━━━━━ Data records ━━━━━

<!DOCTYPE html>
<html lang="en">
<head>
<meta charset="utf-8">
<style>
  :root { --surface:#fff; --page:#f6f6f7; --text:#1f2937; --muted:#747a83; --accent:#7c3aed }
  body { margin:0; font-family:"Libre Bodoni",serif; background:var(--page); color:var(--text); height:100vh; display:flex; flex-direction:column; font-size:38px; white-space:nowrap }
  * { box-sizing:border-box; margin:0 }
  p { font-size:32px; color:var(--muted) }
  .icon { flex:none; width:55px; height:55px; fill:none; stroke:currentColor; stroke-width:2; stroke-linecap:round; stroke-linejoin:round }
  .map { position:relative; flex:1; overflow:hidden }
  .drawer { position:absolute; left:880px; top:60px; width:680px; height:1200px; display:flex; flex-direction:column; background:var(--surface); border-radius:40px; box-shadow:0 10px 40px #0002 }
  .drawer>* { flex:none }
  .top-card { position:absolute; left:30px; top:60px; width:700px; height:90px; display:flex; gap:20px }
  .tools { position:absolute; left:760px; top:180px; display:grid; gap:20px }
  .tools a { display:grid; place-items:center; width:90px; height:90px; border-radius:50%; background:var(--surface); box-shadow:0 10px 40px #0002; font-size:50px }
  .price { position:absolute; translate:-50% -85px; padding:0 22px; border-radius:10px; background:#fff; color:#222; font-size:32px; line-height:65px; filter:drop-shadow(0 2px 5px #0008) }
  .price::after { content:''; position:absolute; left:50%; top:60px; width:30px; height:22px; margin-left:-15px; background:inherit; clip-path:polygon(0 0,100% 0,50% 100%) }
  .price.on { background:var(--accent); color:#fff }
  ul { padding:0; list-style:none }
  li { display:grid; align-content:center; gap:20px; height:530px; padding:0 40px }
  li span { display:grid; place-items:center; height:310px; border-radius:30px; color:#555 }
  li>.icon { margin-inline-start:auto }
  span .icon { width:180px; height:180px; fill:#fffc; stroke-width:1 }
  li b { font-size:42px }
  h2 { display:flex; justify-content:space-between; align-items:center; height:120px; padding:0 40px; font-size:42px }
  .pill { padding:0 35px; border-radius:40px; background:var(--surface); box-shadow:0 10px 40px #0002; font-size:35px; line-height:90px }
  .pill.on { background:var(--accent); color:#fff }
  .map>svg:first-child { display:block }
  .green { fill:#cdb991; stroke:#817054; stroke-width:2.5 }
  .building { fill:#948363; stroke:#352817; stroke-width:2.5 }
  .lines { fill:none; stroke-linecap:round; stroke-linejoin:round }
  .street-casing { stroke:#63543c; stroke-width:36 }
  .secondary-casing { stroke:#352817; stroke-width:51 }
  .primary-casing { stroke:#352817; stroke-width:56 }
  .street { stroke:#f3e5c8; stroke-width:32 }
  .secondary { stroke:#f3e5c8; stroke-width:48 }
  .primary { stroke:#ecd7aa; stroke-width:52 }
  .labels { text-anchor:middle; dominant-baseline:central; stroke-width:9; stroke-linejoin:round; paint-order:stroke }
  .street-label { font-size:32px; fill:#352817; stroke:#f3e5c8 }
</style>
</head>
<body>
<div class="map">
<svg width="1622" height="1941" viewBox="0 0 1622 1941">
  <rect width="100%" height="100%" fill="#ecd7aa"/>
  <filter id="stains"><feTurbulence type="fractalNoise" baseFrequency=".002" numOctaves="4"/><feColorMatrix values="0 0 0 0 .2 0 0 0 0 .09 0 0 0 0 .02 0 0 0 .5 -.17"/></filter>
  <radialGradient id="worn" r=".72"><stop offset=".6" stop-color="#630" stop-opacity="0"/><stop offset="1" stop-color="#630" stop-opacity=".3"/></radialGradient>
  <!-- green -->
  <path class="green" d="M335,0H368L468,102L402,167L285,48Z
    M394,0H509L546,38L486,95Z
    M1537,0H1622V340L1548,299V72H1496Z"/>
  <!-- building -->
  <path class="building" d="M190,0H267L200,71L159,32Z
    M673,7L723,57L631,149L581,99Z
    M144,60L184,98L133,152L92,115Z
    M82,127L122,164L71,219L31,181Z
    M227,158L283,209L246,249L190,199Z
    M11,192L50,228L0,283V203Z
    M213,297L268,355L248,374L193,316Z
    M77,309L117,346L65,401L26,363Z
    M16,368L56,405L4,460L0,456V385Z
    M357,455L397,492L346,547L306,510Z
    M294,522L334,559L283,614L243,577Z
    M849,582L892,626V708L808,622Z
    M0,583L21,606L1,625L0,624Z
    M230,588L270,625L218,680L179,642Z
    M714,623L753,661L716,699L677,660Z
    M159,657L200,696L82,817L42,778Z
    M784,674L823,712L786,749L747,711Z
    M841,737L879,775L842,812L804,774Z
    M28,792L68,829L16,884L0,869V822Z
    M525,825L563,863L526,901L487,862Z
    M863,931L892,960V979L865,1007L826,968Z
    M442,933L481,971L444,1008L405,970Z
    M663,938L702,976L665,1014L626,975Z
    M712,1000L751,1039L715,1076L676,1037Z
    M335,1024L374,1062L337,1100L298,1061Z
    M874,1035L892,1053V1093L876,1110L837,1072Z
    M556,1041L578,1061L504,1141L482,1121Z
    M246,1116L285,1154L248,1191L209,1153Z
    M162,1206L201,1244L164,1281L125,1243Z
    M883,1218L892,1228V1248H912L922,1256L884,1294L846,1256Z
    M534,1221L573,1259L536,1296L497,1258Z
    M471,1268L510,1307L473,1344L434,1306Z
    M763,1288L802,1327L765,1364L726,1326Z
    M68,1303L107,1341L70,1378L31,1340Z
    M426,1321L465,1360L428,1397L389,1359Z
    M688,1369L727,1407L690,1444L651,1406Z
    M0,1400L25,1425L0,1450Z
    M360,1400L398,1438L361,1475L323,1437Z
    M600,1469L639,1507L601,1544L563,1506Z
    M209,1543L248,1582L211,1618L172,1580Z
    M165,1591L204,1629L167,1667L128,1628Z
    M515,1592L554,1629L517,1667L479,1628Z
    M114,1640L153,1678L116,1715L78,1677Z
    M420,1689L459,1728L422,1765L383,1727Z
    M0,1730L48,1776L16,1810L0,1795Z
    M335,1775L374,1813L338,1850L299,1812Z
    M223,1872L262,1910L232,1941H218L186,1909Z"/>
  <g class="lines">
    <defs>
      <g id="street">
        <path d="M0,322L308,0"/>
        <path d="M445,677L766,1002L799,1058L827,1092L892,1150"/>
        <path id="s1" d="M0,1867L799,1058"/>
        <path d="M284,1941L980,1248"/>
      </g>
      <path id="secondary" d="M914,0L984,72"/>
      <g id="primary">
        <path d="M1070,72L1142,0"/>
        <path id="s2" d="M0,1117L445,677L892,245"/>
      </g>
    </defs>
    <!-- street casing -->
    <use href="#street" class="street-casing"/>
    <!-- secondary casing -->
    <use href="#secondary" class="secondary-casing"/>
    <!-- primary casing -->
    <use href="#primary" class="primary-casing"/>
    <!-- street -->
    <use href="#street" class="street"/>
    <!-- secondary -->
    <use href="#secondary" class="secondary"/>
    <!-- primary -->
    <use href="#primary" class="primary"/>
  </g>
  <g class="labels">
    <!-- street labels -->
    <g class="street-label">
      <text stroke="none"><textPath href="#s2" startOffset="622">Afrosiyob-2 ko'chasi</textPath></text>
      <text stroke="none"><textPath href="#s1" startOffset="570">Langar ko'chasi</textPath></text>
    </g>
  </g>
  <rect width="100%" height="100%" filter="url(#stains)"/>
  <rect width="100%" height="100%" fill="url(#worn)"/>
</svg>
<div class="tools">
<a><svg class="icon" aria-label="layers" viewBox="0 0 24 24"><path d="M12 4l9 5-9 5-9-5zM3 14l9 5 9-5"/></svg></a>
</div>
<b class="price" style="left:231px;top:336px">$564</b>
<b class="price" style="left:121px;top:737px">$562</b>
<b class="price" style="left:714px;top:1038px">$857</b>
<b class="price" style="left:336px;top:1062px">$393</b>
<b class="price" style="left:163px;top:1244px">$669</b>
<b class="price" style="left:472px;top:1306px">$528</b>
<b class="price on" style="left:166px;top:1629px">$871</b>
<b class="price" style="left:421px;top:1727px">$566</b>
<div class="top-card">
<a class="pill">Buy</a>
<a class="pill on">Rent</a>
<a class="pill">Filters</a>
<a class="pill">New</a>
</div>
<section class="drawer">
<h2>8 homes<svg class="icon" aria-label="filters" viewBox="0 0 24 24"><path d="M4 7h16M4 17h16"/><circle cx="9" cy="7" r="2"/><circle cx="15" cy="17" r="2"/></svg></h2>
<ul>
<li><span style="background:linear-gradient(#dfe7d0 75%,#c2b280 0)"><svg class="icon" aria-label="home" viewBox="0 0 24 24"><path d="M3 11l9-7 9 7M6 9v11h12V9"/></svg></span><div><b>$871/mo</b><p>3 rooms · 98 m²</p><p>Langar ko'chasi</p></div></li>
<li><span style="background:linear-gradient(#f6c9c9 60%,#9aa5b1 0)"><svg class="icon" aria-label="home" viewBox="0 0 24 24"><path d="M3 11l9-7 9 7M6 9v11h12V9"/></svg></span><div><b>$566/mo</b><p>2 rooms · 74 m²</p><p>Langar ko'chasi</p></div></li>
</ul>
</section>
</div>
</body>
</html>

━━━━━

Required action
Note each line above that holds "column", then copy all of them.

Solution to this problem
  body { margin:0; font-family:"Libre Bodoni",serif; background:var(--page); color:var(--text); height:100vh; display:flex; flex-direction:column; font-size:38px; white-space:nowrap }
  .drawer { position:absolute; left:880px; top:60px; width:680px; height:1200px; display:flex; flex-direction:column; background:var(--surface); border-radius:40px; box-shadow:0 10px 40px #0002 }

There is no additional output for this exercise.